Die Tarifauseinandersetzung war auch ein Lackmustest für Ver.di, ob die Gewerkschaft das Versprechen hält, den Arbeitskampf in die Hände der Beschäftigten zu legen und das bis zu einem guten Ergebnis durchzuhalten, oder ob sie frühzeitig einknickt, und sei es auf Kosten der Beschäftigten bei den Töchtern. Doch auch bei letzteren kam es Ende Oktober zu einem Eckpunktepapier, dem bei zwei Gegenstimmen und sechs Enthaltungen 68 Teamdelegierte mit großer Mehrheit zustimmten. Den Test hat Ver.di also bestanden, und das gibt Hoffnung und jede Menge Erfahrungen für Kämpfe an anderen Orten. Was lässt sich also lernen?

Entlastung als Ziel
Zuerst einmal kann festgehalten werden, dass es sich erneut bewährt hat, auf die qualitative Forderung «Entlastung durch Personalbemessung» zu setzen, die direkt an den Problemen im Arbeitsalltag ansetzt, um Bewegung in den Sektor zu bringen. Streiks an Krankenhäusern sind inzwischen normal, vor Jahren waren sie noch für viele undenkbar. Moritz Lange, der als Gewerkschaftssekretär der IG Metall die konfliktorientierte, strategisch durchdachte Organizing-Kampagne bei Ver.di und natürlich auch den Zuwachs um mehr als 2000 Mitglieder verfolgt, bringt dies in einem Interview im Freitag mit Jörn Boewe gut auf den Punkt: «Ich denke, wenn man eine Forderung hat, die wirklich das Leben verändern würde, gibt es diese Chance auf eine unerwartet machtvolle Bewegung.»
Bemerkenswert ist auch, dass es nicht nur um die Kernbelegschaften ging. Der Kampf bei Charité und Vivantes wurde gemeinsam mit den Beschäftigten in den ausgelagerten Töchtern geführt: den Reinigungskräften, dem Küchenpersonal, den Instandhalter:innen, um die Lohnlücke von mehreren hundert Euro durch Angleichung an den TVöD zu schließen. Sie erhalten neben einer Corona-Prämie von 1500 Euro nun ab 2022 mindestens 85 Prozent des TVöD Lohnes, bis 2025 in den Reha-Einrichtungen und bei Technik und Bau schrittweise 96 Prozent, in den anderen Gesellschaften 91 Prozent. Der Manteltarifvertrag, in dem etwa Urlaub und Jahressonderzahlungen geregelt sind, wird mit einzelnen Ausnahmen übernommen.

Langer Atem
Nicht unterschätzt werden darf, welch langen Atem es braucht, die passenden Instrumente für eine wirksame Entlastung zu finden.

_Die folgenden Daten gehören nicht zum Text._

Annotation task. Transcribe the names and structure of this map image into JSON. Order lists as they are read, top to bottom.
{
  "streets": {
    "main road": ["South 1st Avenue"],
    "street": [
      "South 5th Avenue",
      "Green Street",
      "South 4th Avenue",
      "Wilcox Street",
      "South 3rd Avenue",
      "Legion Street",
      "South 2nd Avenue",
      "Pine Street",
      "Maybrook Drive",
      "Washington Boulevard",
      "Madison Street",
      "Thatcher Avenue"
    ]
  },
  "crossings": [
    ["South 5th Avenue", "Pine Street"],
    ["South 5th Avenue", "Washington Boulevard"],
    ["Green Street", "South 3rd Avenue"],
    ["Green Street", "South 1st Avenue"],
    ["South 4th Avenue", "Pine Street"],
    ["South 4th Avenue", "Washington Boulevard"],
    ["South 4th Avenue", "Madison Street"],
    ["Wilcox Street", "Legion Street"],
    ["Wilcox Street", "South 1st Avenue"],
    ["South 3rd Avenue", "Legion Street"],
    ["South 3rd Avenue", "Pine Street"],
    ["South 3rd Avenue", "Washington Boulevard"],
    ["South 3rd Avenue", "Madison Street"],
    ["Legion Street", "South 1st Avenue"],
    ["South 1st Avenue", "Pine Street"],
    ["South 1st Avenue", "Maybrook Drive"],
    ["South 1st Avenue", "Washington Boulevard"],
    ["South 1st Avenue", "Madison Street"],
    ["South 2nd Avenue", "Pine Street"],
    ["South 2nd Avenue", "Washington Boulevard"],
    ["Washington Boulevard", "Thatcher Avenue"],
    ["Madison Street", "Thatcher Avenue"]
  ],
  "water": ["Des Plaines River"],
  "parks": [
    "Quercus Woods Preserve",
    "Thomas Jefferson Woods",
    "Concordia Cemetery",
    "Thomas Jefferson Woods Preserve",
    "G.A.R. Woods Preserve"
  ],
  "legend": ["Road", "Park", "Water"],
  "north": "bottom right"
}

Sie wurden entwickelt und Haus für Haus nachgebessert – inzwischen gibt es bundesweit 18 Entlastungstarifen. Julia Dück zeichnet in einem Artikel in der Zeitschrift Luxemburg nach, wie Ver.di, ausgehend von Berlin über Jena und Mainz bundesweit als lernende Organisation voranschritt. Im Ergebnis gibt es einerseits die Zusage der Krankenhauskonzerne, in den nächsten drei Jahren 1200 Pflegekräfte bei Vivantes und 700 bei der Charité zu rekrutieren. Um dies abzusichern, werden über ein Punktesystem Konsequenzen festgehalten, die über die Jahre zunehmen. Sollte die Personaluntergrenze, die für die verschiedenen Bereiche wie OP oder Zentrale Notaufnahme ausgehandelt wurden, unterschritten werden, gibt es Entschädigungen, bspw. durch Erholungsbeihilfen, Zuschüsse zur Kinderbetreuung oder einen Freizeit- bzw. Geldausgleich. Die Hebammen konnten so quasi eine 1:1-Betreuung durchsetzen, statt drei oder vier Geburten gleichzeitig zu begleiten.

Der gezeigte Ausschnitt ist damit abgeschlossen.